* Stored items:
((

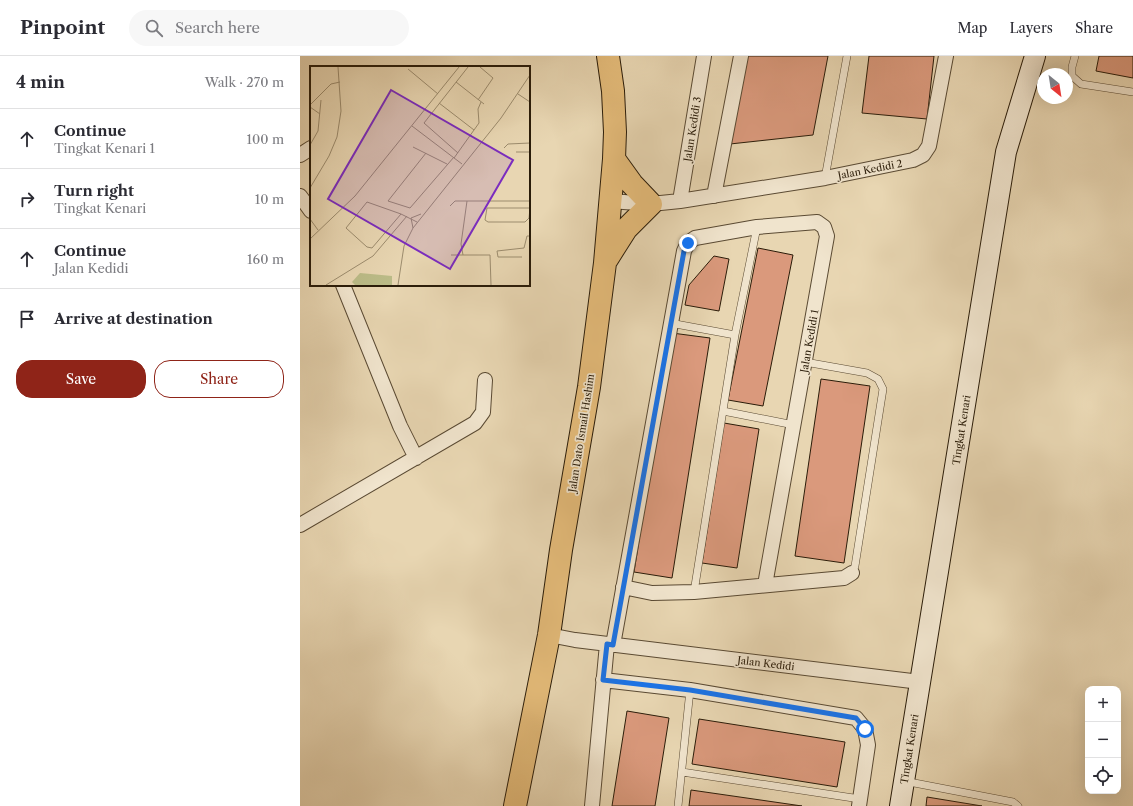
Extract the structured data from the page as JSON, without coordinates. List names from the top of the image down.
{
  "streets": {
    "main road": ["Jalan Dato Ismail Hashim"],
    "street": [
      "Jalan Kedidi 3",
      "Jalan Kedidi 2",
      "Jalan Kedidi 1",
      "Tingkat Kenari",
      "Jalan Kedidi"
    ]
  },
  "crossings": [
    ["Jalan Kedidi 3", "Jalan Kedidi 2"],
    ["Jalan Kedidi 2", "Jalan Dato Ismail Hashim"],
    ["Tingkat Kenari", "Jalan Kedidi"],
    ["Jalan Dato Ismail Hashim", "Jalan Kedidi"]
  ],
  "north": "bottom right",
  "page": {
    "header": "Pinpoint",
    "search": "Search here",
    "nav": ["Map", "Layers", "Share"],
    "heading": ["4 min", "Walk · 270 m"],
    "list": [
      ["Continue", "Tingkat Kenari 1", "100 m"],
      ["Turn right", "Tingkat Kenari", "10 m"],
      ["Continue", "Jalan Kedidi", "160 m"],
      "Arrive at destination"
    ],
    "buttons": ["Save", "Share"],
    "map_buttons": ["+", "−"]
  }
}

))

* WORK TO BE COMPLETED:
Set down each of the records precisely, leaving any pictures behind.

* OUTPUT FOR THIS EXERCISE:
Extract the structured data from the page as JSON, without coordinates. List names from the top of the image down.
{
  "streets": {
    "main road": ["Jalan Dato Ismail Hashim"],
    "street": [
      "Jalan Kedidi 3",
      "Jalan Kedidi 2",
      "Jalan Kedidi 1",
      "Tingkat Kenari",
      "Jalan Kedidi"
    ]
  },
  "crossings": [
    ["Jalan Kedidi 3", "Jalan Kedidi 2"],
    ["Jalan Kedidi 2", "Jalan Dato Ismail Hashim"],
    ["Tingkat Kenari", "Jalan Kedidi"],
    ["Jalan Dato Ismail Hashim", "Jalan Kedidi"]
  ],
  "north": "bottom right",
  "page": {
    "header": "Pinpoint",
    "search": "Search here",
    "nav": ["Map", "Layers", "Share"],
    "heading": ["4 min", "Walk · 270 m"],
    "list": [
      ["Continue", "Tingkat Kenari 1", "100 m"],
      ["Turn right", "Tingkat Kenari", "10 m"],
      ["Continue", "Jalan Kedidi", "160 m"],
      "Arrive at destination"
    ],
    "buttons": ["Save", "Share"],
    "map_buttons": ["+", "−"]
  }
}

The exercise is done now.